- _ACTIVITY_: You are asked to filter the data below and copy every line holding "Ledi".

- _Stored data_:
------------------------------------------------------------
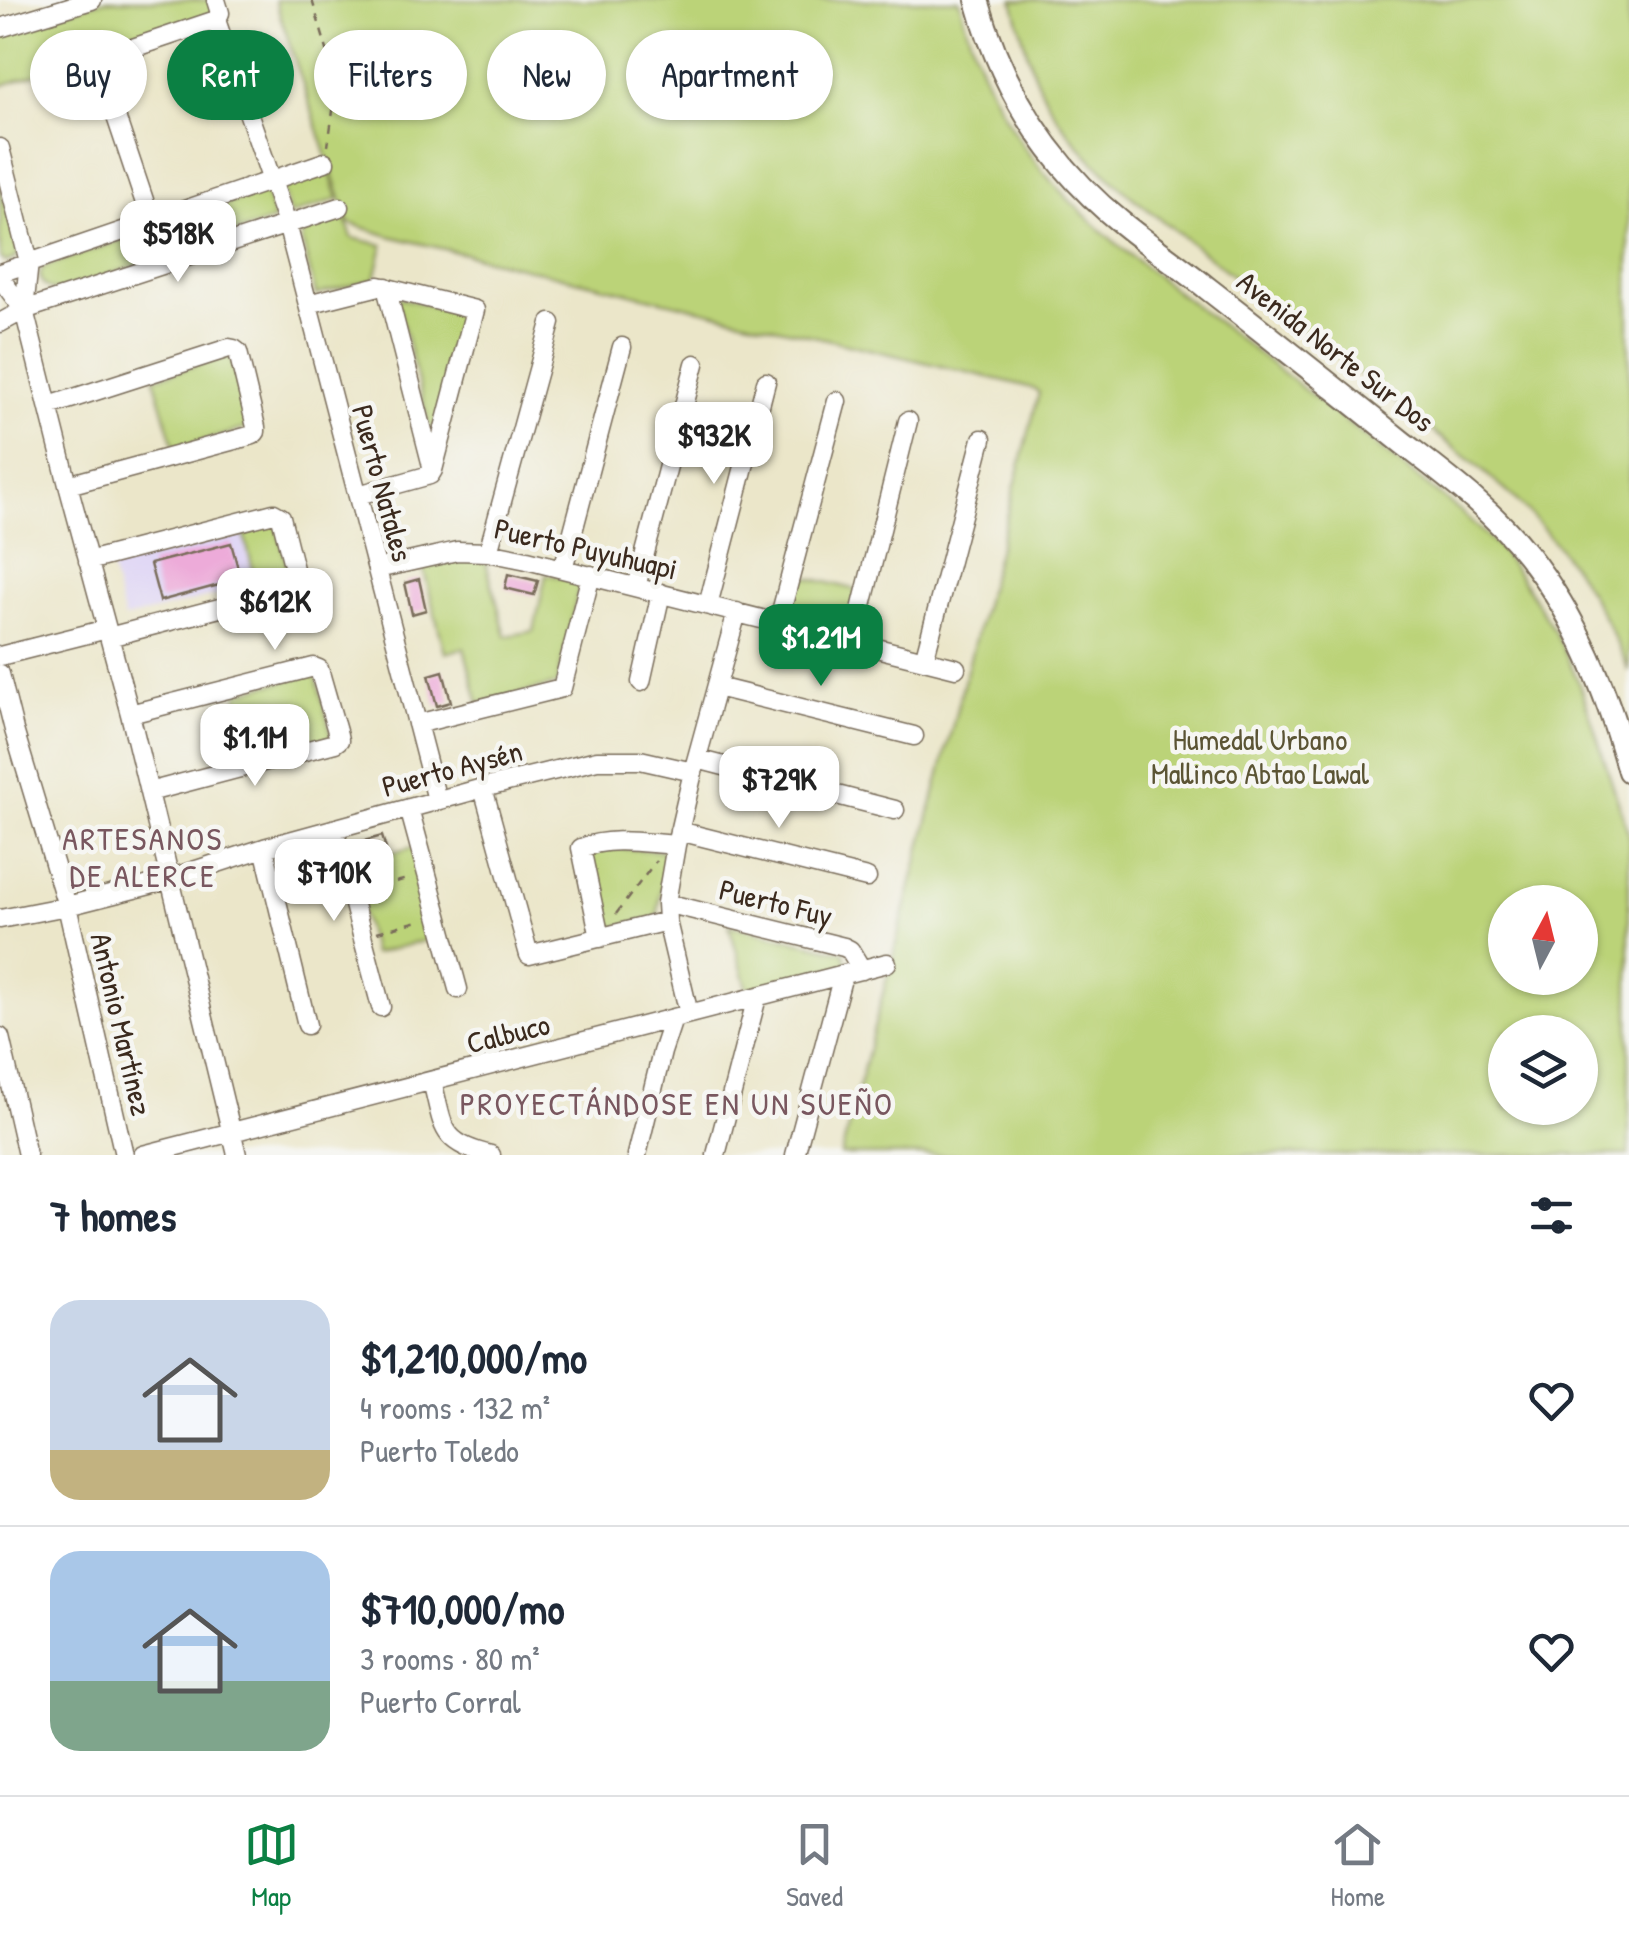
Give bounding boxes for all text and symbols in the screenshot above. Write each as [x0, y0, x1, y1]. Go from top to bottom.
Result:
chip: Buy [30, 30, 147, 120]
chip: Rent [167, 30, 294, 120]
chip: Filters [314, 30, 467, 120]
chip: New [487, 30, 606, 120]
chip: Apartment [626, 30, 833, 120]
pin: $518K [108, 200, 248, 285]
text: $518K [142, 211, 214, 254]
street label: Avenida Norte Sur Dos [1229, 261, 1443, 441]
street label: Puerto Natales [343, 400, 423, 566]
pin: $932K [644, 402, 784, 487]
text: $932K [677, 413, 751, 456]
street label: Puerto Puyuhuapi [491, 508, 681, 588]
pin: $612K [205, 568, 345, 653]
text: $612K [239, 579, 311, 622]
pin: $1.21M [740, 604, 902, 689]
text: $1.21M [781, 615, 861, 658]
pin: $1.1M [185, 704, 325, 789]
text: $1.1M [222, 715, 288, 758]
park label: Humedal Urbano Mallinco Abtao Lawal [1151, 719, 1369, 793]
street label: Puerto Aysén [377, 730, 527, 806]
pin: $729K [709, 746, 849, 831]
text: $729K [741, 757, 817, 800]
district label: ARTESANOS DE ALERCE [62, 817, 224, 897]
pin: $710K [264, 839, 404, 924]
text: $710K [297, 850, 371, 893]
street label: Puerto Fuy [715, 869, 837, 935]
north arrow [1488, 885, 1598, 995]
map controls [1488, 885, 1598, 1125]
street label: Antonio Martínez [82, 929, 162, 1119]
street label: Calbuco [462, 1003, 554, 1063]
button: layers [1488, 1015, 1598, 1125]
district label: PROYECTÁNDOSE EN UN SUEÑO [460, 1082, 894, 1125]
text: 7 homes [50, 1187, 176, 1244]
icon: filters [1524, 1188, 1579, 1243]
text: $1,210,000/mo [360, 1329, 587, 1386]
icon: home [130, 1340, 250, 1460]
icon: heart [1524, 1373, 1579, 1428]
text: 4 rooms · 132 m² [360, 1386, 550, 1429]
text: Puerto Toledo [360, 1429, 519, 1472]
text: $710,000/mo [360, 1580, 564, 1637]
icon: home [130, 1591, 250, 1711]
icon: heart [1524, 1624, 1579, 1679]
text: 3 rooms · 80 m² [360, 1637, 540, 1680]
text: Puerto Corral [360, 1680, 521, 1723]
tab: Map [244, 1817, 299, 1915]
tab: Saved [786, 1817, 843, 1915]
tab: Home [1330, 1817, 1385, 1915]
------------------------------------------------------------
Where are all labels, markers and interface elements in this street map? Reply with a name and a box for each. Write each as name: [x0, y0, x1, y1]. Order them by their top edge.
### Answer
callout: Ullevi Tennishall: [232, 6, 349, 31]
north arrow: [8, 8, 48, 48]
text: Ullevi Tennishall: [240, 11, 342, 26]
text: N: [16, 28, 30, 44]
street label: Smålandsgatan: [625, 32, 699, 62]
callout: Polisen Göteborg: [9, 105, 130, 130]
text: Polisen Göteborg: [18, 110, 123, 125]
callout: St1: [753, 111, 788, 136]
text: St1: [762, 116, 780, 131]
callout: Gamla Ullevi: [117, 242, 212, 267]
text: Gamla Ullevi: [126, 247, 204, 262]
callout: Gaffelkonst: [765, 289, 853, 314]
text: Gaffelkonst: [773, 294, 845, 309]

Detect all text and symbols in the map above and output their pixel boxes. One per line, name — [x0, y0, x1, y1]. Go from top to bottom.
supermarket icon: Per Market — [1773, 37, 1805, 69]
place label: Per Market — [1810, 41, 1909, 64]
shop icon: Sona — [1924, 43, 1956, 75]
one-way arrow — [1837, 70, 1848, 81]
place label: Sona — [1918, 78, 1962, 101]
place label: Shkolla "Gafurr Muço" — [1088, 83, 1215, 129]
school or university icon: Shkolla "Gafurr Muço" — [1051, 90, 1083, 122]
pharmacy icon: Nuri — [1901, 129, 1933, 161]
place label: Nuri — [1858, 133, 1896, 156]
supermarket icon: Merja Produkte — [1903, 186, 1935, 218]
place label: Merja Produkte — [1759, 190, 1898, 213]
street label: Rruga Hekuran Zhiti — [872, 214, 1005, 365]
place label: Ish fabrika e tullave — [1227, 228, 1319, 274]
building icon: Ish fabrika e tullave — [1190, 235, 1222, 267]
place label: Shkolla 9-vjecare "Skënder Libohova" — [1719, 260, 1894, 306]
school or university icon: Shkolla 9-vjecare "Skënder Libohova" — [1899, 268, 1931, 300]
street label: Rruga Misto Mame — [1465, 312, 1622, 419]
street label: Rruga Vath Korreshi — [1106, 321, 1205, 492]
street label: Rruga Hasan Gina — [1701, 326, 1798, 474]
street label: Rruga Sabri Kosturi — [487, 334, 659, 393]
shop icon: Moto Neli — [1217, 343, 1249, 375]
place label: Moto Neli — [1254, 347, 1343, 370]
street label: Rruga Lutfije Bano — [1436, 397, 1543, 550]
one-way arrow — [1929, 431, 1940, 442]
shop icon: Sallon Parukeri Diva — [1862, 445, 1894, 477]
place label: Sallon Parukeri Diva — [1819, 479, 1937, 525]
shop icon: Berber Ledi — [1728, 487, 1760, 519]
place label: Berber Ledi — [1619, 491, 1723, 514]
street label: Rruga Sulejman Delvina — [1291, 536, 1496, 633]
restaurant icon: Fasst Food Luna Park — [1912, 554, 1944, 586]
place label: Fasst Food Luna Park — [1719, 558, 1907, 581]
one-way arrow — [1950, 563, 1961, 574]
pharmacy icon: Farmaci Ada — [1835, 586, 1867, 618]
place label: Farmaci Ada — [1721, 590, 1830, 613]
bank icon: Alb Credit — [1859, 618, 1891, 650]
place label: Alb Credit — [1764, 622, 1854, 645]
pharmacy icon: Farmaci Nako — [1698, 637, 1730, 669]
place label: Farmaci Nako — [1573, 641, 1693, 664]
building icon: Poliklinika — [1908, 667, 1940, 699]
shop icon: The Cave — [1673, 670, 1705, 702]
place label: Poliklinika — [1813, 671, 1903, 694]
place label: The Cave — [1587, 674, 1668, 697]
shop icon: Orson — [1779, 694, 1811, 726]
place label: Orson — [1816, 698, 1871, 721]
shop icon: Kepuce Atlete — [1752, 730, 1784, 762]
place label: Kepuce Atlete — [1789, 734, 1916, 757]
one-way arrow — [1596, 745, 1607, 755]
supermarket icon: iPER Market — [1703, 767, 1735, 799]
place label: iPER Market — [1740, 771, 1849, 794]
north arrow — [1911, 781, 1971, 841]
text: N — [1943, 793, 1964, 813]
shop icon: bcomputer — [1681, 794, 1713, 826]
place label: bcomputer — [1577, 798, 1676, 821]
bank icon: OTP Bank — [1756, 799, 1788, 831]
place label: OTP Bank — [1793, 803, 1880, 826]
------------------------------------------------------------
- _OUTPUT BELOW_:
shop icon: Berber Ledi — [1728, 487, 1760, 519]
place label: Berber Ledi — [1619, 491, 1723, 514]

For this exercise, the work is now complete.